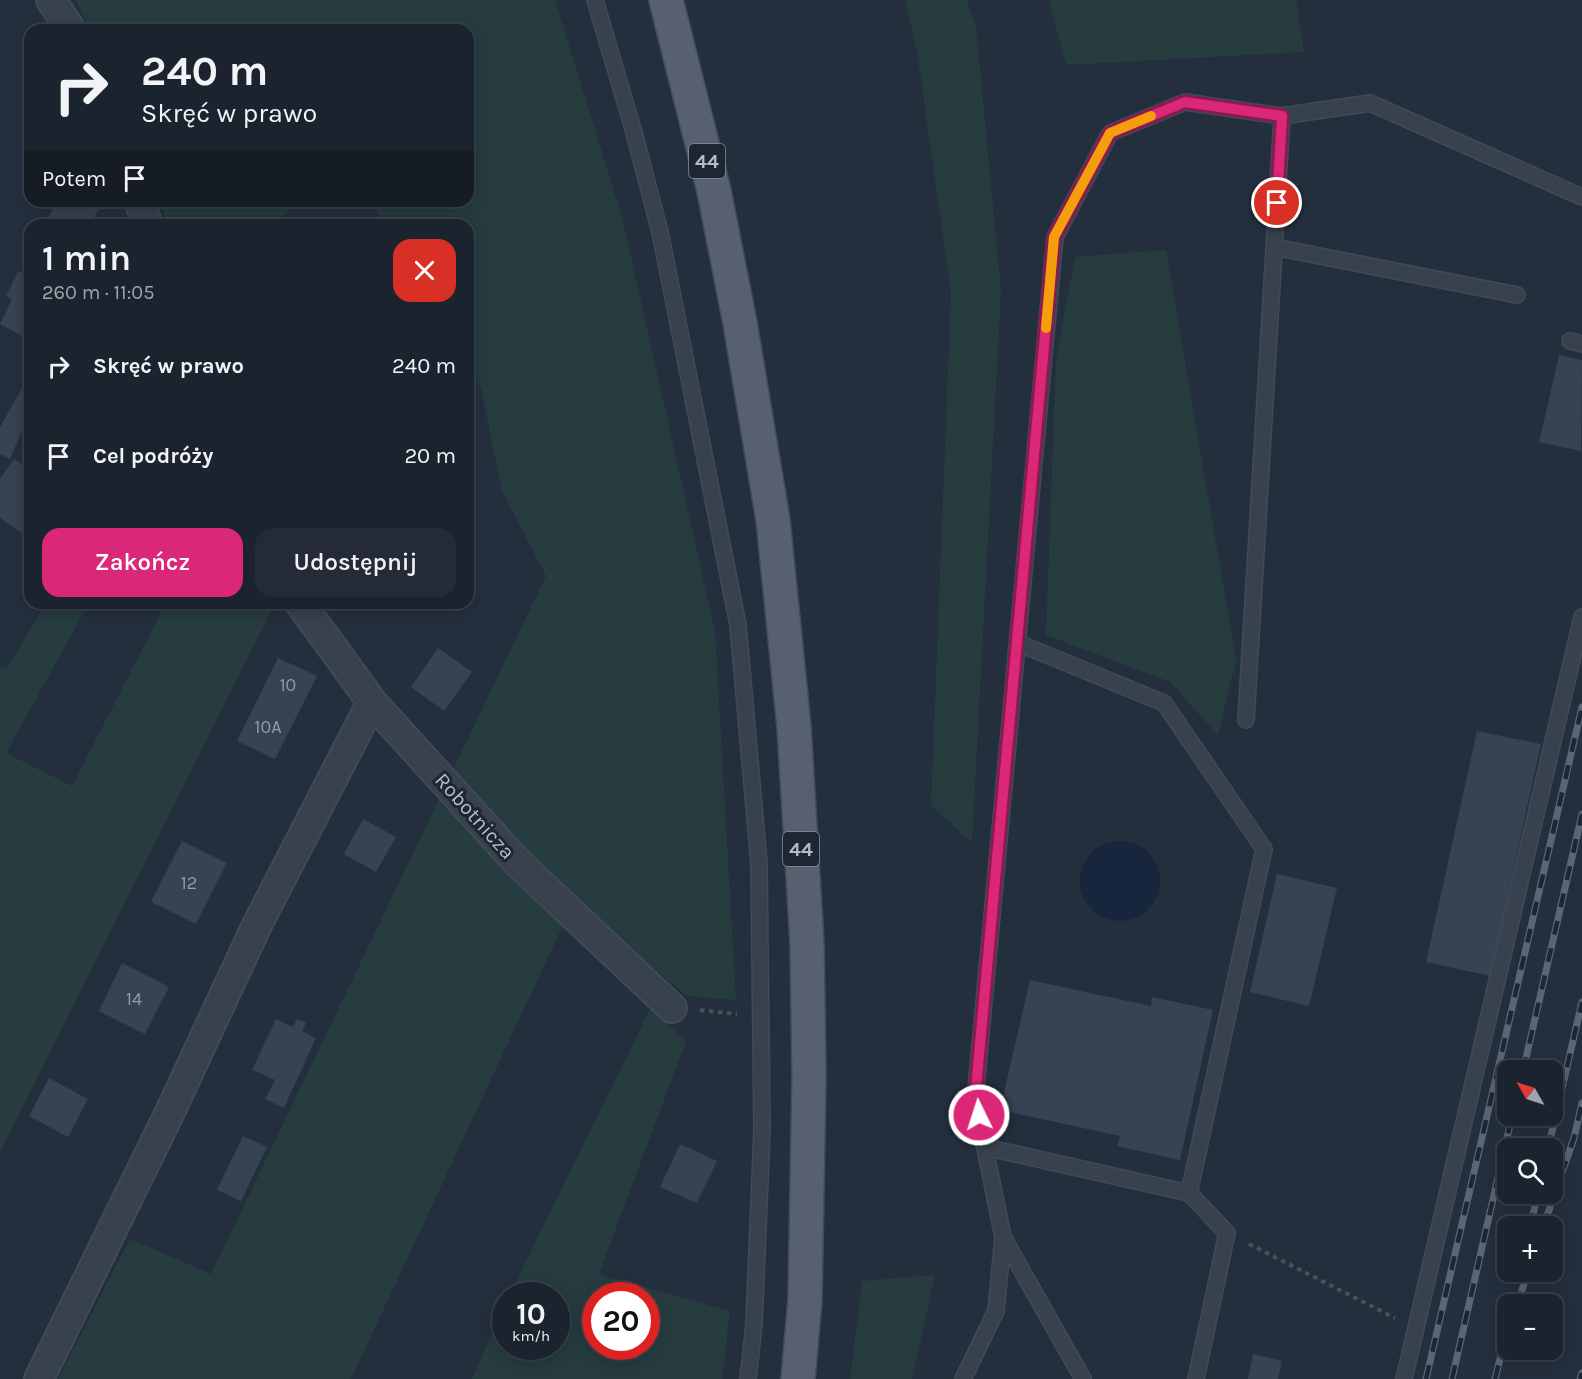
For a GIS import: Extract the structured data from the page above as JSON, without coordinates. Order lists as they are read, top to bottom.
{
  "streets": {
    "main road": ["44"],
    "street": ["Robotnicza"]
  },
  "house_numbers": [
    "10",
    "10A",
    "12",
    "14"
  ],
  "north": "top left",
  "page": {
    "turn": ["240 m", "Skręć w prawo"],
    "then": "Potem",
    "heading": ["1 min", "260 m · 11:05"],
    "list": [
      {
        "name": "Skręć w prawo",
        "value": "240 m"
      },
      {
        "name": "Cel podróży",
        "value": "20 m"
      }
    ],
    "buttons": ["Zakończ", "Udostępnij"],
    "map_buttons": ["+", "−"],
    "speed": "10 km/h",
    "limit": "20"
  }
}
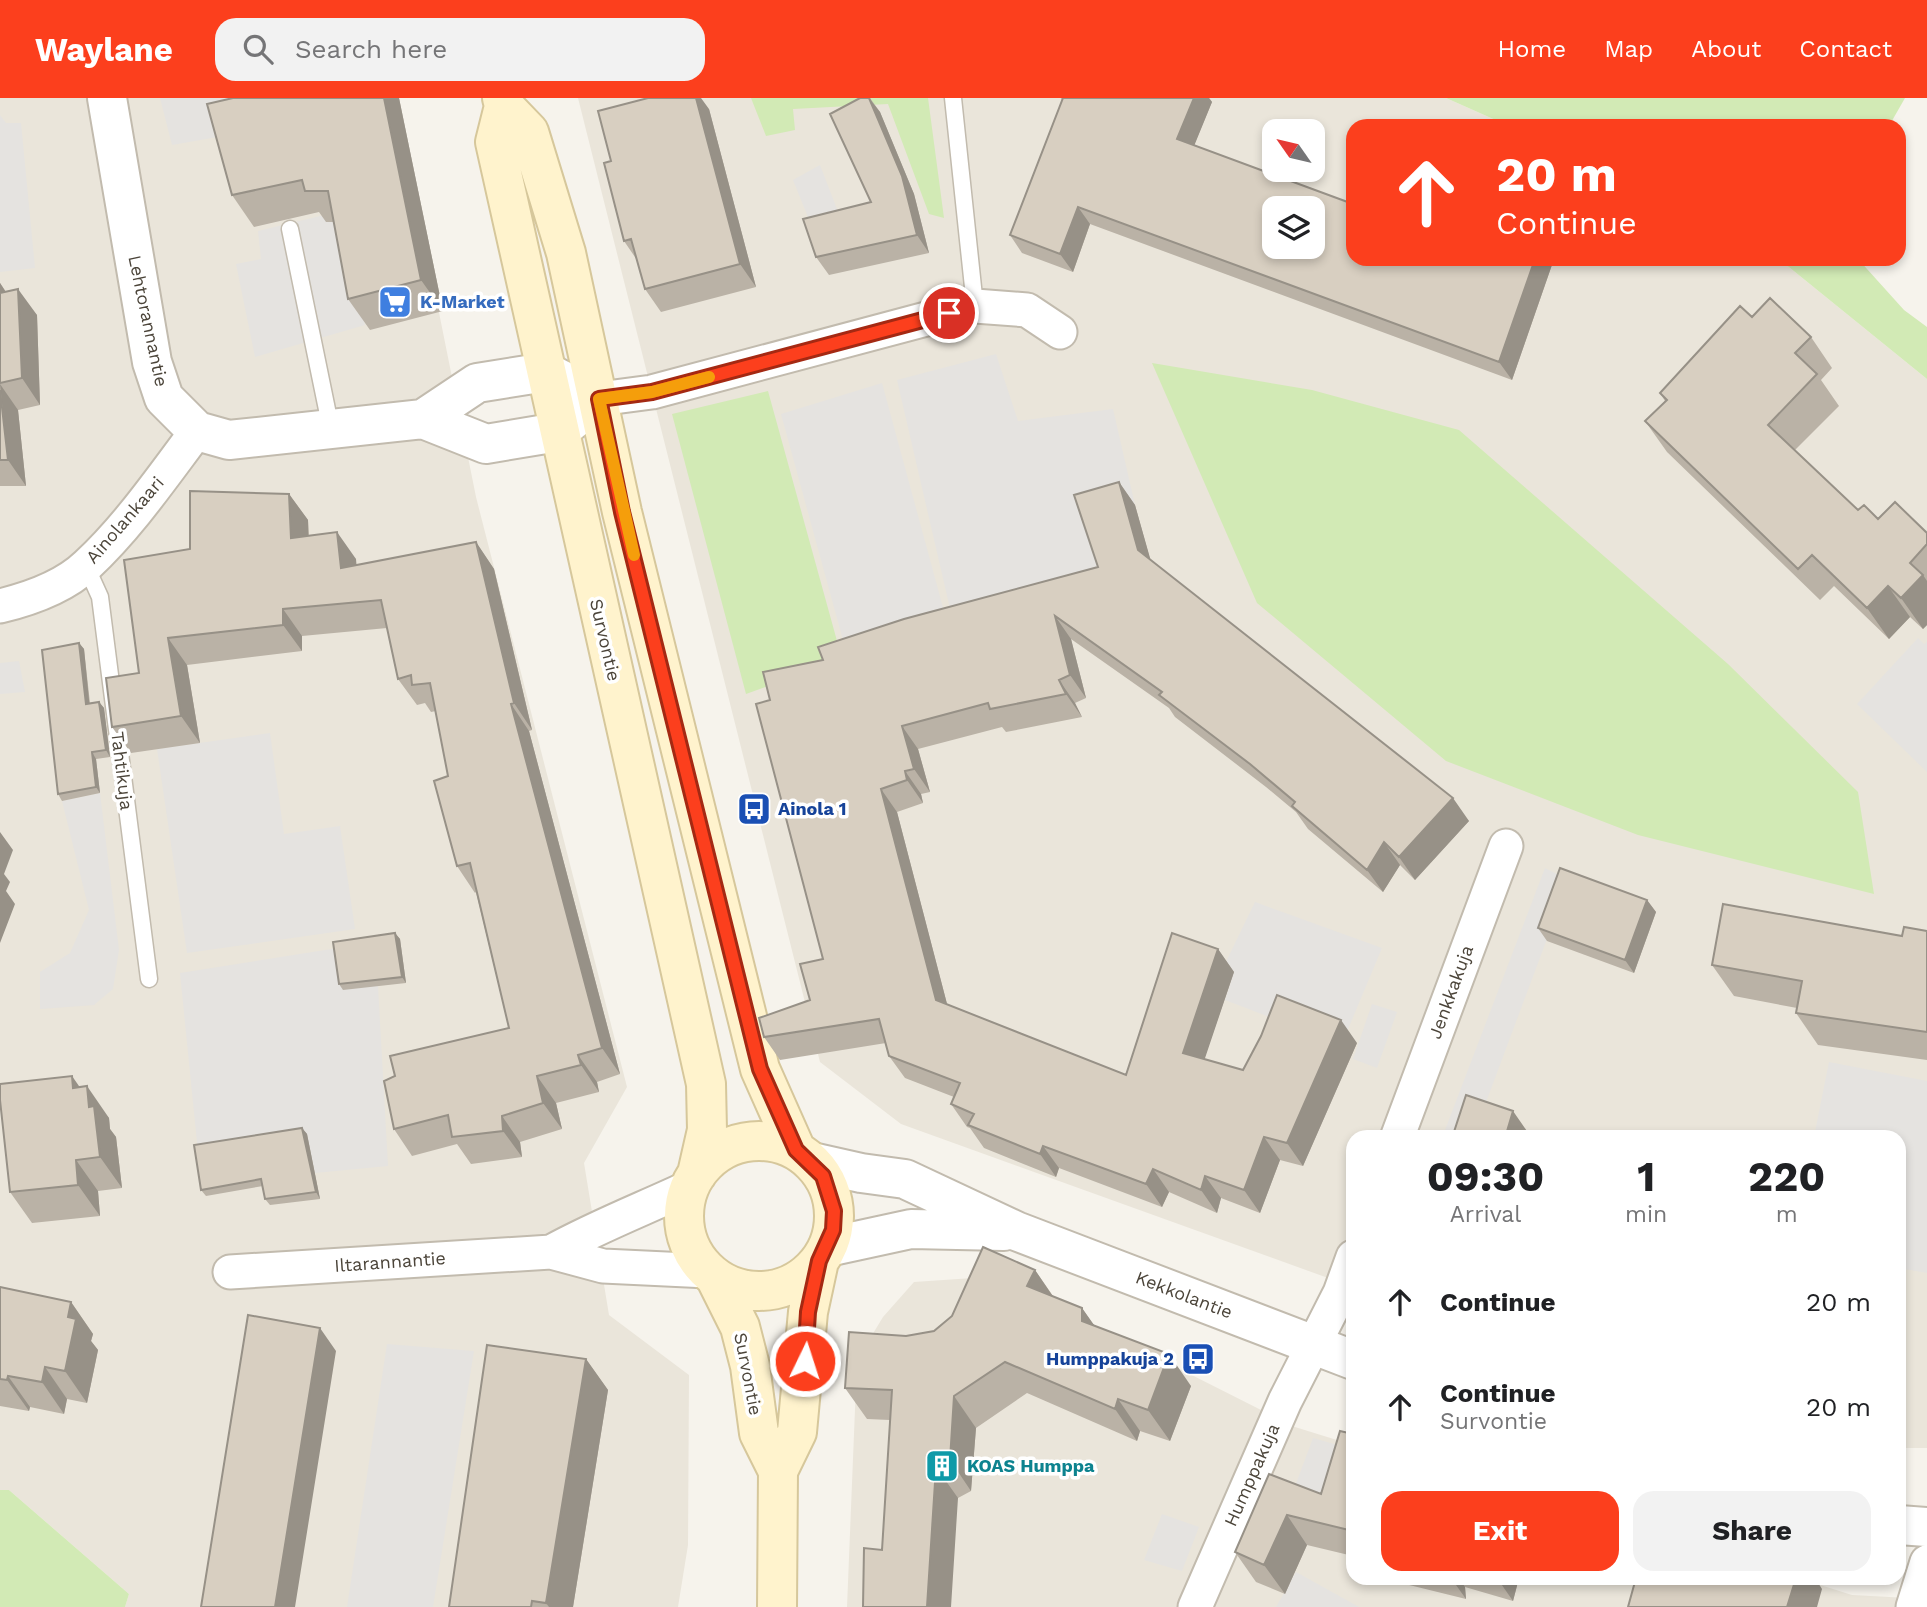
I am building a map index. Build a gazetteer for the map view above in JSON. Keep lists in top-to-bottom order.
{
  "streets": {
    "main road": ["Survontie"],
    "street": [
      "Lehtorannantie",
      "Ainolankaari",
      "Jenkkakuja",
      "Iltarannantie",
      "Kekkolantie",
      "Humppakuja"
    ],
    "lane": ["Tahtikuja"]
  },
  "crossings": [
    ["Lehtorannantie", "Ainolankaari"],
    ["Ainolankaari", "Tahtikuja"],
    ["Survontie", "Iltarannantie"],
    ["Survontie", "Kekkolantie"],
    ["Iltarannantie", "Kekkolantie"],
    ["Kekkolantie", "Humppakuja"]
  ],
  "places": {
    "supermarket": ["K-Market"],
    "bus stop": ["Ainola 1", "Humppakuja 2"],
    "building": ["KOAS Humppa"]
  },
  "north": "top left",
  "page": {
    "header": "Waylane",
    "search": "Search here",
    "nav": [
      "Home",
      "Map",
      "About",
      "Contact"
    ],
    "turn": ["20 m", "Continue"],
    "eta": [
      "09:30",
      "Arrival",
      "1",
      "min",
      "220",
      "m"
    ],
    "list": [
      {
        "name": "Continue",
        "value": "20 m"
      },
      {
        "name": "Continue",
        "note": "Survontie",
        "value": "20 m"
      }
    ],
    "buttons": ["Exit", "Share"]
  }
}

-------------------------

→ **WHAT THE TASK REQUIRES**
Repeat the entries exactly, pictures left out.

→ **ANSWER BOX**
For a GIS import: Extract the structured data from the page above as JSON, without coordinates. Order lists as they are read, top to bottom.
{
  "streets": {
    "main road": ["44"],
    "street": ["Robotnicza"]
  },
  "house_numbers": [
    "10",
    "10A",
    "12",
    "14"
  ],
  "north": "top left",
  "page": {
    "turn": ["240 m", "Skręć w prawo"],
    "then": "Potem",
    "heading": ["1 min", "260 m · 11:05"],
    "list": [
      {
        "name": "Skręć w prawo",
        "value": "240 m"
      },
      {
        "name": "Cel podróży",
        "value": "20 m"
      }
    ],
    "buttons": ["Zakończ", "Udostępnij"],
    "map_buttons": ["+", "−"],
    "speed": "10 km/h",
    "limit": "20"
  }
}
I am building a map index. Build a gazetteer for the map view above in JSON. Keep lists in top-to-bottom order.
{
  "streets": {
    "main road": ["Survontie"],
    "street": [
      "Lehtorannantie",
      "Ainolankaari",
      "Jenkkakuja",
      "Iltarannantie",
      "Kekkolantie",
      "Humppakuja"
    ],
    "lane": ["Tahtikuja"]
  },
  "crossings": [
    ["Lehtorannantie", "Ainolankaari"],
    ["Ainolankaari", "Tahtikuja"],
    ["Survontie", "Iltarannantie"],
    ["Survontie", "Kekkolantie"],
    ["Iltarannantie", "Kekkolantie"],
    ["Kekkolantie", "Humppakuja"]
  ],
  "places": {
    "supermarket": ["K-Market"],
    "bus stop": ["Ainola 1", "Humppakuja 2"],
    "building": ["KOAS Humppa"]
  },
  "north": "top left",
  "page": {
    "header": "Waylane",
    "search": "Search here",
    "nav": [
      "Home",
      "Map",
      "About",
      "Contact"
    ],
    "turn": ["20 m", "Continue"],
    "eta": [
      "09:30",
      "Arrival",
      "1",
      "min",
      "220",
      "m"
    ],
    "list": [
      {
        "name": "Continue",
        "value": "20 m"
      },
      {
        "name": "Continue",
        "note": "Survontie",
        "value": "20 m"
      }
    ],
    "buttons": ["Exit", "Share"]
  }
}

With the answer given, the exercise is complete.